Cryotherapy can usually be done at your doctor’s office. During the procedure, your doctor cuts your wart with a small, sharp knife. Then they apply the freezing substance with a cotton swab or spray. Liquid nitrogen is usually used as the freezing substance, though carbon dioxide may also be used.

Cryotherapy may hurt. In some cases, your doctor may apply a local anesthetic to your wart to avoid causing pain during the treatment. The procedure doesn’t take much time. For larger warts, you may need follow-up sessions to reapply cryotherapy to those warts.

Can you freeze them at home?

Cryotherapy involving liquid nitrogen should only be performed by a healthcare professional.

You may be able to use an OTC product, such as Compound W Freeze Off or Freeze Away Easy Wart Remover, to treat smaller warts at home. These kits use a mixture of propane mixed in dimethyl ether. Typically, a foam applicator is soaked with this mixture. You apply the applicator directly to your wart. Remember to follow all instructions carefully for optimal results and minimal pain.

What should I do after the treatment?

You may have some pain for up to three days following the procedure. You should be fully recovered within two weeks.

There’s a chance for minimal scarring. You may also develop a blister over the site of the wart. If the blister breaks, clean the area with an antiseptic wipe. This will minimize the spread of virus from the wart.

In most cases, the blister and wart will disappear within a few days. If the blister is still giving you pain or still contains fluid after this, call your doctor for a second evaluation.

How effective is this treatment?

There’s limited research on the effectiveness of cryotherapy for the treatment of warts. An older study from 2002 found that duct tape occlusion therapy was more effective at treating the common wart than cryotherapy. According to the study, cryotherapy successfully treated warts in 60 percent of participants. Duct tape occlusion therapy was successful for 85 percent of participants. Duct tape occlusion therapy should only be performed by a certified professional.
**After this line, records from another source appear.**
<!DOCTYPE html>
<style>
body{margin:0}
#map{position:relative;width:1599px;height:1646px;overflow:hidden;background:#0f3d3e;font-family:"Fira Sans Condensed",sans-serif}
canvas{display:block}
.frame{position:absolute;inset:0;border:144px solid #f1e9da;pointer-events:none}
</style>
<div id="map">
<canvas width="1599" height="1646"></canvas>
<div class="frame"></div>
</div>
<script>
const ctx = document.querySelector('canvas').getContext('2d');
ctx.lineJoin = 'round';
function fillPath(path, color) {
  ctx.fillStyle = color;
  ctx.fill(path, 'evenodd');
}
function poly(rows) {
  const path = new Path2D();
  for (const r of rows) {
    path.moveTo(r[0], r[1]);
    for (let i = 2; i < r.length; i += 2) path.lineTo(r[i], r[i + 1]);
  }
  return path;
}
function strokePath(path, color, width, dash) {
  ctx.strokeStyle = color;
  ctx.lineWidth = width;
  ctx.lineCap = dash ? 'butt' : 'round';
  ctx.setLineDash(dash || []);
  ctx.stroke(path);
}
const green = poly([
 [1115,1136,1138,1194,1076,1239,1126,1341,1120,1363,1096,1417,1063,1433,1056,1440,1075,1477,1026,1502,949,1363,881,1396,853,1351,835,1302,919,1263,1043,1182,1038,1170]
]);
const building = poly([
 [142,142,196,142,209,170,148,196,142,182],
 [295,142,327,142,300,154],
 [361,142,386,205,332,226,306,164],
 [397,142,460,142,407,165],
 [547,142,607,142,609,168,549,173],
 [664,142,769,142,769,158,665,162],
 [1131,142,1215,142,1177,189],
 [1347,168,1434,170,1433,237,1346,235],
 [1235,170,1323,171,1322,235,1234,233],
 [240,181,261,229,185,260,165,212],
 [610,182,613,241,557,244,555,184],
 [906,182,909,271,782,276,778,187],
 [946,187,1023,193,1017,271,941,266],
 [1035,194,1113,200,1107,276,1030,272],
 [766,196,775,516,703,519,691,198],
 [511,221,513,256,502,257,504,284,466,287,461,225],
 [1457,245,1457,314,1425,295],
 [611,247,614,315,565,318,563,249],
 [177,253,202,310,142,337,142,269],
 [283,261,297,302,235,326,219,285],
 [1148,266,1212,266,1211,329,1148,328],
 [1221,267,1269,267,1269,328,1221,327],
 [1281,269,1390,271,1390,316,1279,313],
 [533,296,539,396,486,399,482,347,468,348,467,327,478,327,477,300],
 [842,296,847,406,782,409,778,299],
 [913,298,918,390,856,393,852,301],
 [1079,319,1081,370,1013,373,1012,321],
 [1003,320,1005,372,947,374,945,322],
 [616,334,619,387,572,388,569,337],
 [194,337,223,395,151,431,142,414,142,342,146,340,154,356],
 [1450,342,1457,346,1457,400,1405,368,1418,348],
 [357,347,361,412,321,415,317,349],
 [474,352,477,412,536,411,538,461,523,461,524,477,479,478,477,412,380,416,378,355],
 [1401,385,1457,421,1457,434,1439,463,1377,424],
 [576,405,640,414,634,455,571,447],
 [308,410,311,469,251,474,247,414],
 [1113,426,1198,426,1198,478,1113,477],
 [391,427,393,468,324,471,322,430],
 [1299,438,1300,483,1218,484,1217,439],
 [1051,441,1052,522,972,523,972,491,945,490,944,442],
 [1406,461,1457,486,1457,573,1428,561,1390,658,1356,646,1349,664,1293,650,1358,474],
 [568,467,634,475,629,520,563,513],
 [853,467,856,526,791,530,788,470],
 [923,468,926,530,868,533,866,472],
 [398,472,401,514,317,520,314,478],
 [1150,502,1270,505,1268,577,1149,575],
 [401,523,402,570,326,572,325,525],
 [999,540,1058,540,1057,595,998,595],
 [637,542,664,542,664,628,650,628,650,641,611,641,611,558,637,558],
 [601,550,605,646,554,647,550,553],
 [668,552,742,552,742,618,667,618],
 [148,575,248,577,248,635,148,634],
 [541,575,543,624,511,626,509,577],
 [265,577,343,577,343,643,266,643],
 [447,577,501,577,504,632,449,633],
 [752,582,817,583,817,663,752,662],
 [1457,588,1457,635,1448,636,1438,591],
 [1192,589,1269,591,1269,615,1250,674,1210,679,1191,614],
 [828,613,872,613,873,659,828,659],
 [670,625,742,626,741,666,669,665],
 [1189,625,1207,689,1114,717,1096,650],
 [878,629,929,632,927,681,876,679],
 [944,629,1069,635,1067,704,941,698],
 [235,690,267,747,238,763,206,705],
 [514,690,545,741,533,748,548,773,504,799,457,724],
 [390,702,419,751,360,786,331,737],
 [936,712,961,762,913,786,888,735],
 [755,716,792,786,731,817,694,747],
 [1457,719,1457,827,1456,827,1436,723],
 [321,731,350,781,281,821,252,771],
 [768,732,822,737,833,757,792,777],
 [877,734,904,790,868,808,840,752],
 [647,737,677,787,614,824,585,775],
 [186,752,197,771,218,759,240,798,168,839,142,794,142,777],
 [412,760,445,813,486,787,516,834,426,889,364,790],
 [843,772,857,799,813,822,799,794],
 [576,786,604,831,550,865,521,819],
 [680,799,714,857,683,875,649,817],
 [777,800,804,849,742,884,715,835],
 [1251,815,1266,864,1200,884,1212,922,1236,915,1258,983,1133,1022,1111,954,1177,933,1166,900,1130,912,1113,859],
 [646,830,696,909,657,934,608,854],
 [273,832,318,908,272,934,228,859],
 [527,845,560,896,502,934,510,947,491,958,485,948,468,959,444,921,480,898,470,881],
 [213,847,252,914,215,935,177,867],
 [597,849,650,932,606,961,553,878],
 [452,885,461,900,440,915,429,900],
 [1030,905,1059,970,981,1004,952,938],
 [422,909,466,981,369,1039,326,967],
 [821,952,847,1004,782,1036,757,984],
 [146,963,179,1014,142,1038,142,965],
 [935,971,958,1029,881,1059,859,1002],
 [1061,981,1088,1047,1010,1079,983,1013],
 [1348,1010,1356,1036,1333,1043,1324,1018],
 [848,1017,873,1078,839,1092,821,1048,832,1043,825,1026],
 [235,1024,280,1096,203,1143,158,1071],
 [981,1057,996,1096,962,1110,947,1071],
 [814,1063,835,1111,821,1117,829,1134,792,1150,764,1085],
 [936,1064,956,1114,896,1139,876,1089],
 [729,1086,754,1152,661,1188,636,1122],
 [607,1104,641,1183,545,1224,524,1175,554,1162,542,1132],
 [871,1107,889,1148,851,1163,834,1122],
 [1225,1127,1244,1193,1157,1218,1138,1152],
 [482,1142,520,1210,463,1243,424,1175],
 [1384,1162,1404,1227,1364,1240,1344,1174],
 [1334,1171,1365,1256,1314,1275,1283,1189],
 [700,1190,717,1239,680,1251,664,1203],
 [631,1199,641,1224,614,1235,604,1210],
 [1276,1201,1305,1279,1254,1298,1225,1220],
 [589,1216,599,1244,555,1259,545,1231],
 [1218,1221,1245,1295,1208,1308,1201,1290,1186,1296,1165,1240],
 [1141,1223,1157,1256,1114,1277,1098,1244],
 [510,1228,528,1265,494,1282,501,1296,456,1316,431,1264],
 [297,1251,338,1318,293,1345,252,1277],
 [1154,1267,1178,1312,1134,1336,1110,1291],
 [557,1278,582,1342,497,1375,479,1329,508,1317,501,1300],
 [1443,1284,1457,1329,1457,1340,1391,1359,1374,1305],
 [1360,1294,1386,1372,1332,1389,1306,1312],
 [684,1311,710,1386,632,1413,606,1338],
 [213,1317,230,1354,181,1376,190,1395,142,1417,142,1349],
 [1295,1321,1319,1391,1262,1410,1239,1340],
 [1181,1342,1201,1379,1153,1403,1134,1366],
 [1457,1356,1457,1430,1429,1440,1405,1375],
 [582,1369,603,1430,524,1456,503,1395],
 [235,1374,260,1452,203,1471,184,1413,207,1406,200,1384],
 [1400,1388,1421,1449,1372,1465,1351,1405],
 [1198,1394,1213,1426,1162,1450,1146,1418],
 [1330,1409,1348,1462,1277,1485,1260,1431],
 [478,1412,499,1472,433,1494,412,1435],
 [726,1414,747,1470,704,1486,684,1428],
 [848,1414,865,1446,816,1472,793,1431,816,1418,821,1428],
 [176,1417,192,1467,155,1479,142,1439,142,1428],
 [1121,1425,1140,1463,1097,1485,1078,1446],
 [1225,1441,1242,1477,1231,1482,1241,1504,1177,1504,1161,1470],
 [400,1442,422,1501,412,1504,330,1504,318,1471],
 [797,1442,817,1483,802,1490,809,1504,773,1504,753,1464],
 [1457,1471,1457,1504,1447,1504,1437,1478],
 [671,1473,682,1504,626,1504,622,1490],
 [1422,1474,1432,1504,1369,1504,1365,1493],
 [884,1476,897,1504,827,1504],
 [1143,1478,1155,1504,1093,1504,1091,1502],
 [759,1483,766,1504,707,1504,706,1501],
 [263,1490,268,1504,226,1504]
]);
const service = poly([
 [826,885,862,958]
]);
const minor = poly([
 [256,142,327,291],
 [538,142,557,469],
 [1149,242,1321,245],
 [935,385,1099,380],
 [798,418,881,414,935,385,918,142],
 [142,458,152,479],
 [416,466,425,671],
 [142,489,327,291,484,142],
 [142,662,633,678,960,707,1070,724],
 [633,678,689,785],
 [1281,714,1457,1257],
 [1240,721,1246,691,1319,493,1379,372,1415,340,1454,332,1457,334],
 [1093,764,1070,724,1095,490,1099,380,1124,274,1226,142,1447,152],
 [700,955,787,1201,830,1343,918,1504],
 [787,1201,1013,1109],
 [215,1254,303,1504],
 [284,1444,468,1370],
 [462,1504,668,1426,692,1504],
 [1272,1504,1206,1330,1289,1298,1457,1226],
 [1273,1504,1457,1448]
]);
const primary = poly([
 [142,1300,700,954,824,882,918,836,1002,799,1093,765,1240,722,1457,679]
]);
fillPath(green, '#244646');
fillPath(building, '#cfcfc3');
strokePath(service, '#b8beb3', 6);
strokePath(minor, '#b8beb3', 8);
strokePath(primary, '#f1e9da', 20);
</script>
More research is needed to better understand the efficacy of cryotherapy in the treatment of warts.

Are there any complications?

Cryotherapy for warts is generally safe, but it has some risks. The biggest possible complication is infection of the wound, usually by bacteria. Symptoms include:

  • increased swelling
  • throbbing pain
  • fever
  • yellow discharge
  • pus

Bacterial infections can be treated using oral antibiotics.
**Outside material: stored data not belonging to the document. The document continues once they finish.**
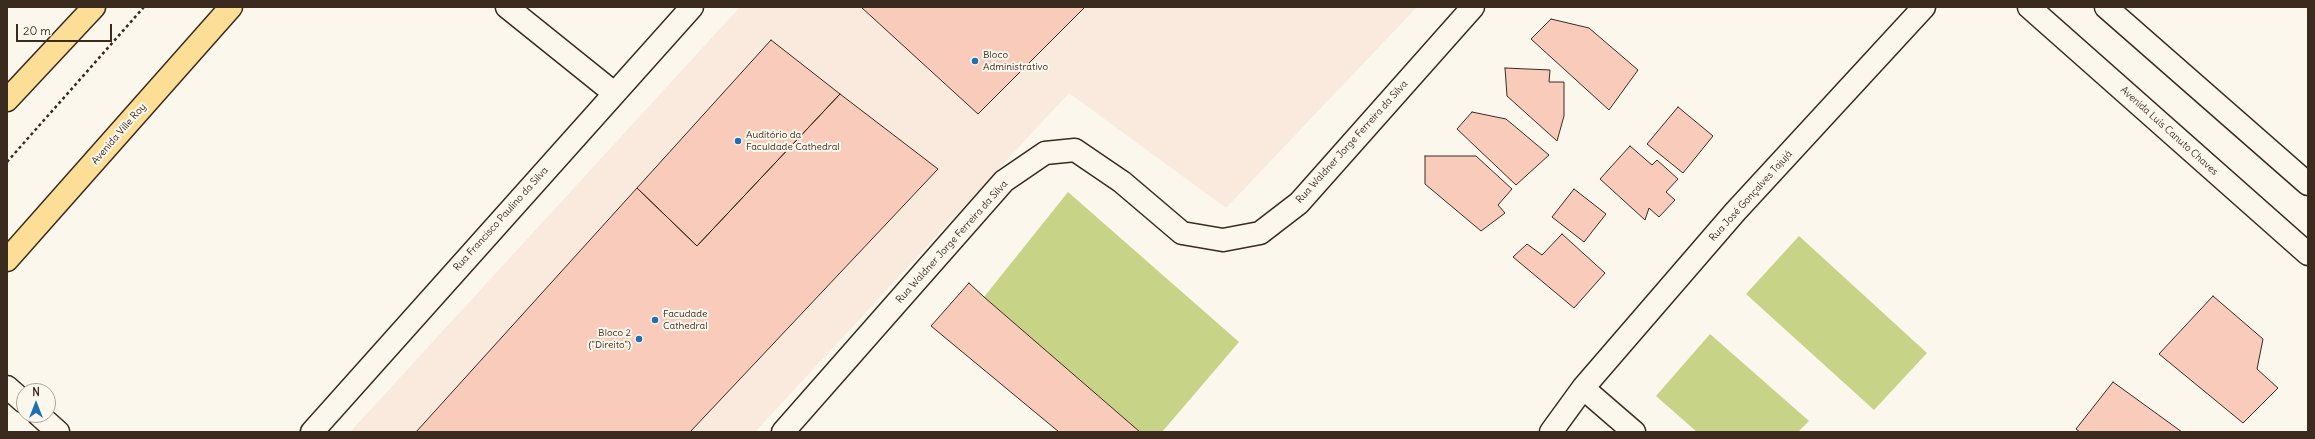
<!DOCTYPE html>
<html>
<head>
<meta charset="utf-8">
<style>
	body { margin:0 }
	#map { position:relative; width:2315px; height:439px; overflow:hidden; background:#fbf7ec; font-family:Delius,sans-serif }
	canvas { display:block }
	.frame { position:absolute; inset:0; border:8px solid #3b2a1e; pointer-events:none }
	.north { position:absolute; left:16px; top:383px; width:40px; height:40px; box-sizing:border-box; background:#fbf7ec; border:1px solid #aea59a; border-radius:50%; rotate:0deg; font-size:11px; font-weight:700; line-height:16px; text-align:center; color:#3b2a1e }
	.north::after { content:''; display:block; margin:auto; width:14px; height:18px; background:#1f6fb2; clip-path:polygon(50% 0,100% 100%,50% 72%,0 100%) }
	.scale { position:absolute; left:16px; top:24px; width:96px; height:18px; box-sizing:border-box; border:2px solid #3b2a1e; border-top:0; padding-left:5px; font-size:12px; line-height:14px; white-space:nowrap; color:#3b2a1e; -webkit-text-stroke:3px #fbf7ec; paint-order:stroke }
</style>
</head>
<body>
<div id="map">
<canvas width="2315" height="439"></canvas>
<div class="frame"></div>
<div class="north">N</div>
<div class="scale">20 m</div>
</div>
<script>
const context = document.querySelector('canvas').getContext('2d');
context.lineJoin = 'round';
function paint(path, color) { context.fillStyle = color; context.fill(path, 'evenodd'); }
const shape = rows => new Path2D(rows.map(r => 'M' + r).join(''));
function stroke(path, color, width, dash) { context.strokeStyle = color; context.lineWidth = width; context.lineCap = dash ? 'butt' : 'round'; context.setLineDash(dash || []); context.stroke(path); }
function write(font, color, halo, rows, align = 'center') {
  context.font = font + ' Delius,sans-serif'; context.lineWidth = 4; context.setLineDash([]); context.textBaseline = 'middle'; context.strokeStyle = halo; context.fillStyle = color; for (const [text, x, y, turn = 0] of rows) {
    context.save(); context.translate(x, y); context.rotate((+turn || 0) * Math.PI / 180); context.textAlign = isNaN(turn) ? turn : align; if (halo) context.strokeText(text, 0, 0); context.fillText(text, 0, 0); context.restore();
  }
}
const built = shape([
	[740,7,861,7,978,114,1085,7,1417,7,1226,208,1069,93,755,432,350,432]
]);
const green = shape([
	[1068,192,1239,342,1162,432,1140,432,984,297],
	[1799,236,1927,353,1874,410,1746,294],
	[1710,334,1809,421,1798,432,1697,432,1656,396]
]);
const building = shape([
	[861,7,1085,7,978,114,861,7],
	[1551,19,1589,28,1638,70,1609,110,1531,39,1551,19],
	[771,40,840,94,697,246,637,188,771,40],
	[1505,68,1550,70,1549,82,1564,82,1564,116,1557,141,1507,96,1505,68],
	[840,94,938,169,690,432,416,432,637,188,697,246,840,94],
	[1678,107,1713,136,1683,173,1647,144,1678,107],
	[1472,112,1506,119,1549,155,1516,185,1457,129,1472,112],
	[1630,146,1652,165,1657,160,1678,179,1666,192,1675,200,1659,217,1649,208,1645,220,1600,179,1630,146],
	[1425,156,1476,156,1512,189,1498,205,1505,213,1481,231,1425,184,1425,156],
	[1574,189,1606,214,1584,242,1552,217,1574,189],
	[1562,234,1605,273,1574,308,1513,257,1527,244,1542,255,1562,234],
	[969,283,984,297,1140,432,1059,432,931,326,969,283],
	[2213,296,2263,339,2257,369,2278,388,2243,423,2159,354,2213,296],
	[2113,382,2182,432,2080,432,2076,429,2113,382]
]);
const path = shape([
	[7,162,144,7]
]);
const minor = shape([
	[507,7,614,93],
	[2029,7,2308,254],
	[2106,7,2308,184],
	[7,387,24,402],
	[1583,388,1634,432],
	[39,415,58,432],
	[312,432,692,7],
	[783,432,1004,181,1045,153,1075,150,1122,182,1182,233,1223,240,1260,233,1299,203,1473,7],
	[1551,432,1583,388,1735,212,1924,7]
]);
const major = shape([
	[7,100,94,7],
	[7,260,231,7]
]);
const markers = [
	[975,61,4,"#1f6fb2"],
	[738,141,4,"#1f6fb2"],
	[655,320,4,"#1f6fb2"],
	[639,339,4,"#1f6fb2"]
];
const poiNames = [
	["Bloco",983,55],
	["Administrativo",983,67],
	["Auditório da",746,135],
	["Faculdade Cathedral",746,147],
	["Facudade",663,314],
	["Cathedral",663,326],
	["Bloco 2",631,333,"right"],
	["(\"Direito\")",631,345,"right"]
];
const streetNames = [
	["Avenida Luís Canuto Chaves",2169,131,42],
	["Avenida Ville Roy",119,134,-49],
	["Rua Waldner Jorge Ferreira da Silva",1352,142,-48],
	["Rua José Gonçalves Tajujá",1751,196,-48],
	["Rua Francisco Paulino da Silva",501,219,-48],
	["Rua Waldner Jorge Ferreira da Silva",952,242,-48]
];
paint(built, '#faeadd');
paint(green, '#c7d387');
paint(building, '#f8cbba');
stroke(building, '#3b2a1e', 1);
stroke(minor, '#3b2a1e', 25);
stroke(major, '#3b2a1e', 25);
stroke(path, '#3b2a1e', 2.5, [3, 3]);
stroke(minor, '#fbf7ec', 22);
stroke(major, '#fdde96', 22);
for (const [x, y, r, color] of markers) { const dot = new Path2D(); dot.arc(x, y, r, 0, 2 * Math.PI); context.fillStyle = color; context.fill(dot); stroke(dot, '#fbf7ec', 1.5); }
write('10px', '#3b2a1e', '#fbf7ec', poiNames, 'left');
write('10px', '#3b2a1e', '#fbf7ec', streetNames);
</script>
</body>
</html>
Some other possible complications of cryotherapy include:

  • damage to your nerves, which can lead to temporary numbness
  • slow healing
  • ulcer formation
  • long-lasting scar or altered pigmentation
  • skin lesions

Outlook

Cryotherapy can be an effective treatment for nongenital warts that provides minimal scarring. It’s typically used if topical treatments aren’t effective alone in treating warts. More research is needed to understand its efficacy, but most dermatologists offer it as a potential treatment.